━━━━━ Material provided

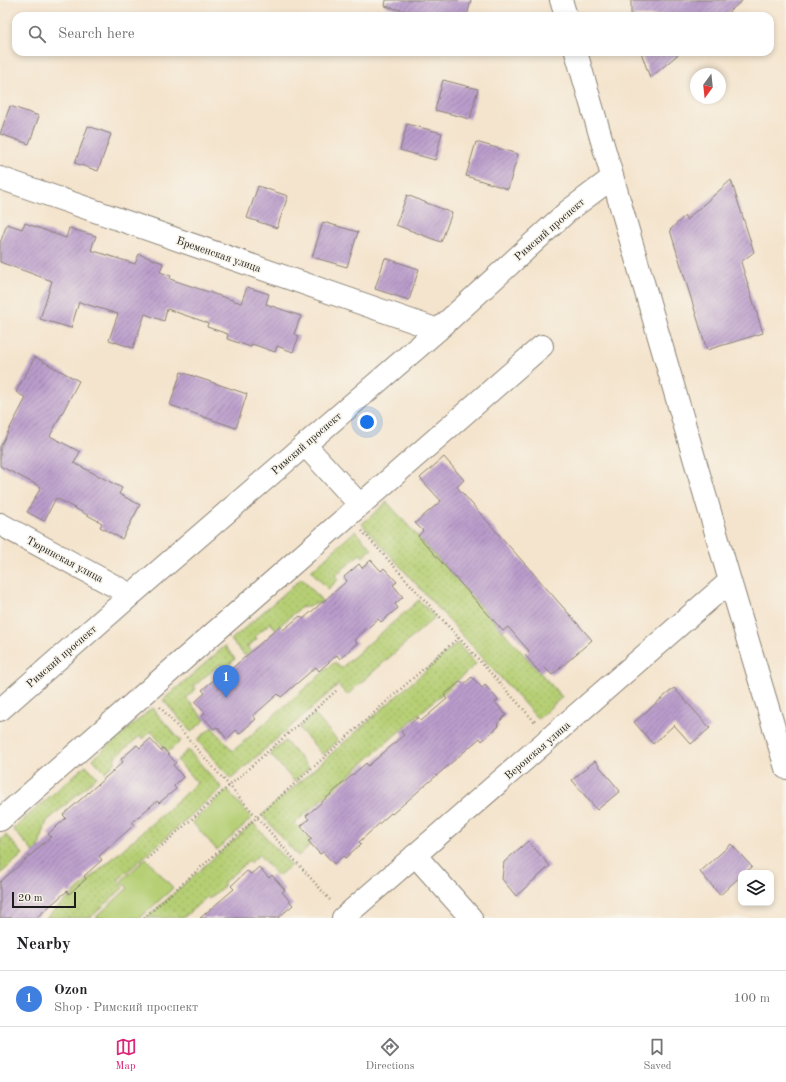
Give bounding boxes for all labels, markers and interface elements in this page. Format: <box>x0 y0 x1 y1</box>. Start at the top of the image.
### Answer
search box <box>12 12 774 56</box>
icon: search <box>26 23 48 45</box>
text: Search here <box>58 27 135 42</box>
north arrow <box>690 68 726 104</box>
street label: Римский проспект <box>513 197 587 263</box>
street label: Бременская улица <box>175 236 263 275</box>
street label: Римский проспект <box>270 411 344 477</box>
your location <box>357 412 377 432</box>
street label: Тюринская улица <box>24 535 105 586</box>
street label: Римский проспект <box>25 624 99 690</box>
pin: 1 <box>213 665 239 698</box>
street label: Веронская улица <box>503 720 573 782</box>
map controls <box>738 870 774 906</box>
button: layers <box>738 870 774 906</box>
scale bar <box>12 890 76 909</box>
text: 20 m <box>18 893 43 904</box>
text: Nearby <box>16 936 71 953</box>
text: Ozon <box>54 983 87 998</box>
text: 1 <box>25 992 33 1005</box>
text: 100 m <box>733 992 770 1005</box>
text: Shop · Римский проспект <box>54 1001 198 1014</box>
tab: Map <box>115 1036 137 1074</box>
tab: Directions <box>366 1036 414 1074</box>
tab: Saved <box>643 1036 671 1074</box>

━━━━━━━━━━

*What this task involves:* Transcribe all records verbatim, no pictures.

*Reply to the exercise:*
Give bounding boxes for all labels, markers and interface elements in this page. Format: <box>x0 y0 x1 y1</box>. Start at the top of the image.
### Answer
search box <box>12 12 774 56</box>
icon: search <box>26 23 48 45</box>
text: Search here <box>58 27 135 42</box>
north arrow <box>690 68 726 104</box>
street label: Римский проспект <box>513 197 587 263</box>
street label: Бременская улица <box>175 236 263 275</box>
street label: Римский проспект <box>270 411 344 477</box>
your location <box>357 412 377 432</box>
street label: Тюринская улица <box>24 535 105 586</box>
street label: Римский проспект <box>25 624 99 690</box>
pin: 1 <box>213 665 239 698</box>
street label: Веронская улица <box>503 720 573 782</box>
map controls <box>738 870 774 906</box>
button: layers <box>738 870 774 906</box>
scale bar <box>12 890 76 909</box>
text: 20 m <box>18 893 43 904</box>
text: Nearby <box>16 936 71 953</box>
text: Ozon <box>54 983 87 998</box>
text: 1 <box>25 992 33 1005</box>
text: 100 m <box>733 992 770 1005</box>
text: Shop · Римский проспект <box>54 1001 198 1014</box>
tab: Map <box>115 1036 137 1074</box>
tab: Directions <box>366 1036 414 1074</box>
tab: Saved <box>643 1036 671 1074</box>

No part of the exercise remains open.